WASHINGTON—The U.S. Senate is taking another shot at regulating the crypto industry with a new bill that would place stringent anti-money laundering (AML) requirements on decentralized finance (DeFi) protocols.
The bipartisan bill, the Crypto-Asset National Security Enhancement Act of 2023, would require DeFi protocols to impose bank-like controls on their user base, according to a description of the bill reviewed by CoinDesk.

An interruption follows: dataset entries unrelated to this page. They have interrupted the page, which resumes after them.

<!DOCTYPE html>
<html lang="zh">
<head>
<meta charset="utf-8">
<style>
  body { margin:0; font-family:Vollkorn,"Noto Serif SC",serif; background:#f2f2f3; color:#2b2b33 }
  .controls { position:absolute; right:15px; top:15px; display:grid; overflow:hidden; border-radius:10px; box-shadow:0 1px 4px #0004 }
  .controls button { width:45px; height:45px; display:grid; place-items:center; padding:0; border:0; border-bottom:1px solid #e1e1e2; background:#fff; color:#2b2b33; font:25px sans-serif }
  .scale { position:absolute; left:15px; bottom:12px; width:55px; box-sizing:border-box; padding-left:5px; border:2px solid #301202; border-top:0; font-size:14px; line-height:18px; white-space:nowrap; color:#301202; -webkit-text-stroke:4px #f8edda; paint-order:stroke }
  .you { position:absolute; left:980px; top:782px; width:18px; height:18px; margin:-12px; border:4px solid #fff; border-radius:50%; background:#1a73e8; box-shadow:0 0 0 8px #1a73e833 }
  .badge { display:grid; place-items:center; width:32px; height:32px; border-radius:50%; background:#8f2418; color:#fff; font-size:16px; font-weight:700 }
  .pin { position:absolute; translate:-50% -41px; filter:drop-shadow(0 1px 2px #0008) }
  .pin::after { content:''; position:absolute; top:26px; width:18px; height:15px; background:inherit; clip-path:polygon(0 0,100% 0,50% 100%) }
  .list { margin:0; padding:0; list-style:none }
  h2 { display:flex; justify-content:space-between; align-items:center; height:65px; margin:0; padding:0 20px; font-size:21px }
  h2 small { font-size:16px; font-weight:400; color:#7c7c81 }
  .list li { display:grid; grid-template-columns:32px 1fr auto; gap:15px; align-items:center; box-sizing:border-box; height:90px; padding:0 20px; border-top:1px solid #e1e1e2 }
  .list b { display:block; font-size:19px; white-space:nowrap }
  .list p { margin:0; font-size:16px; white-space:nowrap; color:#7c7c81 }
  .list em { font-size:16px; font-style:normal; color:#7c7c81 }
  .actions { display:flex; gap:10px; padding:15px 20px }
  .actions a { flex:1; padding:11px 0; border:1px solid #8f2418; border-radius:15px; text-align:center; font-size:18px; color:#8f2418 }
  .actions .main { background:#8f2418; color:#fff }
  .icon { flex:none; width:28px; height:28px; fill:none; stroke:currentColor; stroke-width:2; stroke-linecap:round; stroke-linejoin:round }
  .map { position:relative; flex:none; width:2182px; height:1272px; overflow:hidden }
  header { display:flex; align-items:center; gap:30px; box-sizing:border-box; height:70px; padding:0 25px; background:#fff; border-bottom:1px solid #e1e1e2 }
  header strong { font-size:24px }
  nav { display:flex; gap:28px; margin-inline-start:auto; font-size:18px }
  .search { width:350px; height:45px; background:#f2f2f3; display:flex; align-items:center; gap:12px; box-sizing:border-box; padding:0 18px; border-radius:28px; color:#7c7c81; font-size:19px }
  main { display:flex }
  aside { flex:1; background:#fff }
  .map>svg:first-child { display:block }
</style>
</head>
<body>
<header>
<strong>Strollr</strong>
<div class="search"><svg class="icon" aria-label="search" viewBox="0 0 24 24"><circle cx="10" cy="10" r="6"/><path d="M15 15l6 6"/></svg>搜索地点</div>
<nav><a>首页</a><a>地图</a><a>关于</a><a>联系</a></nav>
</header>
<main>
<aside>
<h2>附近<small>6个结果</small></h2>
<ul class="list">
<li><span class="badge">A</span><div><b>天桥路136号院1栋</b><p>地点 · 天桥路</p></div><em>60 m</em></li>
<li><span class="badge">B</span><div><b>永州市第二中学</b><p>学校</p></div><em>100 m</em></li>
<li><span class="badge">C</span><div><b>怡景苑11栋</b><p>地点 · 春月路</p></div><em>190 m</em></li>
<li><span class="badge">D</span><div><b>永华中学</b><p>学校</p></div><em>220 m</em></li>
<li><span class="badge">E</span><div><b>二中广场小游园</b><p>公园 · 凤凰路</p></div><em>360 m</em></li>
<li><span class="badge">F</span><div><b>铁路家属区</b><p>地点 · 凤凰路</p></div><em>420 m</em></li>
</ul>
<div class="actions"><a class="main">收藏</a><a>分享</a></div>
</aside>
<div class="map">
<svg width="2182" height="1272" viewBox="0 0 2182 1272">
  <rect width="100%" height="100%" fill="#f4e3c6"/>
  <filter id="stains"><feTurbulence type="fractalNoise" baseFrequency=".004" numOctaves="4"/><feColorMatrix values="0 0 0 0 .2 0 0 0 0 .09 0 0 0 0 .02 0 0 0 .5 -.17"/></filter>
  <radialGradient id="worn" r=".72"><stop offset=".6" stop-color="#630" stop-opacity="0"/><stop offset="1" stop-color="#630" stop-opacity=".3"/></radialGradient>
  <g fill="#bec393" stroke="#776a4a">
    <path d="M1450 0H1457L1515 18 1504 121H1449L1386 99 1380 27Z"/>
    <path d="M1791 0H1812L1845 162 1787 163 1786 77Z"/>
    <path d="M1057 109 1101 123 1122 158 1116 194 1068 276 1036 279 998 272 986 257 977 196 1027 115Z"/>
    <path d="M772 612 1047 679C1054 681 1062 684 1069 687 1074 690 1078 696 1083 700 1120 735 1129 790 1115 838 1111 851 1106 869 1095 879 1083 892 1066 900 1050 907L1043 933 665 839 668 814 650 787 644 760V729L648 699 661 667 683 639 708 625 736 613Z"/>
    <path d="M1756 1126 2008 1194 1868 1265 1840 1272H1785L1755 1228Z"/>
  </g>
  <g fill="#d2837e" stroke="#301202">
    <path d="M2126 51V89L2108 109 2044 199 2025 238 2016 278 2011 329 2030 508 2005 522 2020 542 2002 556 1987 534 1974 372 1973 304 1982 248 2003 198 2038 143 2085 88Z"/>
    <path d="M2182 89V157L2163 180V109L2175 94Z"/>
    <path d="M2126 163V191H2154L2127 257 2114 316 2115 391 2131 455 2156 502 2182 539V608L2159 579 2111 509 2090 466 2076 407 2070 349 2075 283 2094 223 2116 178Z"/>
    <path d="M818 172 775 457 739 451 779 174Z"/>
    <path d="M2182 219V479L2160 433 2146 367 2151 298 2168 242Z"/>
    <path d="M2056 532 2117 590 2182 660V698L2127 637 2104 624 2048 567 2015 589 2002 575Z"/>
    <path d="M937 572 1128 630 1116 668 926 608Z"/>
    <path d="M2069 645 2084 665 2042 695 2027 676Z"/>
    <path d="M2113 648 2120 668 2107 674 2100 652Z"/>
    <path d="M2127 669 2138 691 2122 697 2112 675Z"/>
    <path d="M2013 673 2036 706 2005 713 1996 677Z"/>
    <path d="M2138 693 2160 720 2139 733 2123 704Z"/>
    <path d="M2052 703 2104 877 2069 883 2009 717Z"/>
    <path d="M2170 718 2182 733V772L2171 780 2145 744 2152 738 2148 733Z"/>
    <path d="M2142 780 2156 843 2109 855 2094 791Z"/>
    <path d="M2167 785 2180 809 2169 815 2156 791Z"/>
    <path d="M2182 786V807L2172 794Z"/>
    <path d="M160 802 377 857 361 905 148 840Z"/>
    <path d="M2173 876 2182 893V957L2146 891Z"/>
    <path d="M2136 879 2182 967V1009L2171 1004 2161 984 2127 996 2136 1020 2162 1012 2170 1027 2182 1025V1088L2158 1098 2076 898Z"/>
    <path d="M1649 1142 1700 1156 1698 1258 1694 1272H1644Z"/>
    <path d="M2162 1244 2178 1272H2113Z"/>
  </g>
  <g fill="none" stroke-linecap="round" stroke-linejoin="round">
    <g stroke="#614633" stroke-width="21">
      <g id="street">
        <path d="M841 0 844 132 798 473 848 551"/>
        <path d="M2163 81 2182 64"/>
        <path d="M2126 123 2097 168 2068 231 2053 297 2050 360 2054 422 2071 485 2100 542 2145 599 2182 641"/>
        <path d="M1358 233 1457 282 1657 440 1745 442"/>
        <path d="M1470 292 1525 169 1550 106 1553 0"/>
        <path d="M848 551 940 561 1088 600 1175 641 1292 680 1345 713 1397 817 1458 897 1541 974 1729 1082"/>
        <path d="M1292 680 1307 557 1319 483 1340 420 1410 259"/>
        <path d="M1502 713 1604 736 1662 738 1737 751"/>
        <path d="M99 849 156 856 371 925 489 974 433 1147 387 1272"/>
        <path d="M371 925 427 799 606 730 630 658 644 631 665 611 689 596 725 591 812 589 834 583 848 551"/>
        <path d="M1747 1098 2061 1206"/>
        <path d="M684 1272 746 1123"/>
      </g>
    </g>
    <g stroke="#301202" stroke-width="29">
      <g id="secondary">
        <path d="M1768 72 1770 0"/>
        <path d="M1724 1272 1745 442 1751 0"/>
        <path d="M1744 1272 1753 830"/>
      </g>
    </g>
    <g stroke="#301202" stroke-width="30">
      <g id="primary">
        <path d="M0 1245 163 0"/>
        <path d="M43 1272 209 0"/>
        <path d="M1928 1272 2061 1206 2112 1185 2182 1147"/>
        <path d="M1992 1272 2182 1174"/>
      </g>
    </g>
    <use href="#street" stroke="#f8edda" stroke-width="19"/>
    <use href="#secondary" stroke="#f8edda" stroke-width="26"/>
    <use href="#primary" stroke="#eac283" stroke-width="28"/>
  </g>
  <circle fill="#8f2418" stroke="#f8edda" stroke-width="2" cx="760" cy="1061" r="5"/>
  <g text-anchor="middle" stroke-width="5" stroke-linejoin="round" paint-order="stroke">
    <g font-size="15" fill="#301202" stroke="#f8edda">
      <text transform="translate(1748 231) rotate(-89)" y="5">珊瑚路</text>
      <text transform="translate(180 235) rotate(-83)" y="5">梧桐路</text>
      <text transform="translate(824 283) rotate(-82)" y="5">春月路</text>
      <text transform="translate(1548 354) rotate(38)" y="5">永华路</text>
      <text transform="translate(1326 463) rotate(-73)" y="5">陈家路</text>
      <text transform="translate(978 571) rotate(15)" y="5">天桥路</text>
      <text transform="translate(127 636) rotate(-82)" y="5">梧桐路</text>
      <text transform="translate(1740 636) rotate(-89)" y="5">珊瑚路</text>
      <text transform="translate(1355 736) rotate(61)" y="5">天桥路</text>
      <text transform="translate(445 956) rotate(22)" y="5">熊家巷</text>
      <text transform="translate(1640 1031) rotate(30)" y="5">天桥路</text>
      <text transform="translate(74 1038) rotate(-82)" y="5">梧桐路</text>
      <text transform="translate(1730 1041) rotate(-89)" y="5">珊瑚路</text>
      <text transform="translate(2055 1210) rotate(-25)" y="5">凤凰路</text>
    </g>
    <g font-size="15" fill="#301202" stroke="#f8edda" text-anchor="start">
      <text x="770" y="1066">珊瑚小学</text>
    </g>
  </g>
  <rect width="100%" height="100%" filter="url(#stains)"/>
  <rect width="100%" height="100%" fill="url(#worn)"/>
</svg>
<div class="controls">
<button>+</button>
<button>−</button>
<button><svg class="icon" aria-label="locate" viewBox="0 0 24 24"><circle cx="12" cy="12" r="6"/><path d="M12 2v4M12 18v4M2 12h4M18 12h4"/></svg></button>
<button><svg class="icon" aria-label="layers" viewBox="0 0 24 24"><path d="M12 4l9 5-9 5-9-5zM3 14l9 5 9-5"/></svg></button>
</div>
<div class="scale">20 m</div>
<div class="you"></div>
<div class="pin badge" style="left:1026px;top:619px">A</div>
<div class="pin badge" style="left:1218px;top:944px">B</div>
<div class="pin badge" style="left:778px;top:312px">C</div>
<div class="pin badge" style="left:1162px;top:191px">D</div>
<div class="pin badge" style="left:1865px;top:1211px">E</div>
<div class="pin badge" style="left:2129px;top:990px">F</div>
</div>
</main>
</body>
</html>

The bill intends “to fight the rise in crypto-facilitated crime and close off avenues for the evasion of money laundering and sanctions measures that are critical to our national security,” the briefing doc reads.
‘Harder to Regulate’
“DeFi protocols are financial applications that allow anyone with a crypto wallet to borrow, lend and trade cryptocurrency via smart contracts,” CoinDesk stated. “They’re harder to regulate than, say centralized companies such as Coinbase, because they operate directly on permissionless blockchains.
“The bill envisions sidestepping these issues by placing requirements on ‘anyone who controls a DeFi protocol or makes available an application to use the protocol,’ likely a reference to groups who build user-friendly frontends for protocols’ otherwise cumbersome smart contracts, as Uniswap Labs does for Ethereum’s top decentralized exchange,” CoinDesk continued.
The briefing doc further notes, “If nobody controls a DeFi protocol, then—as a backstop—anyone who invests more than $25 million in developing the protocol will be responsible for these obligations.”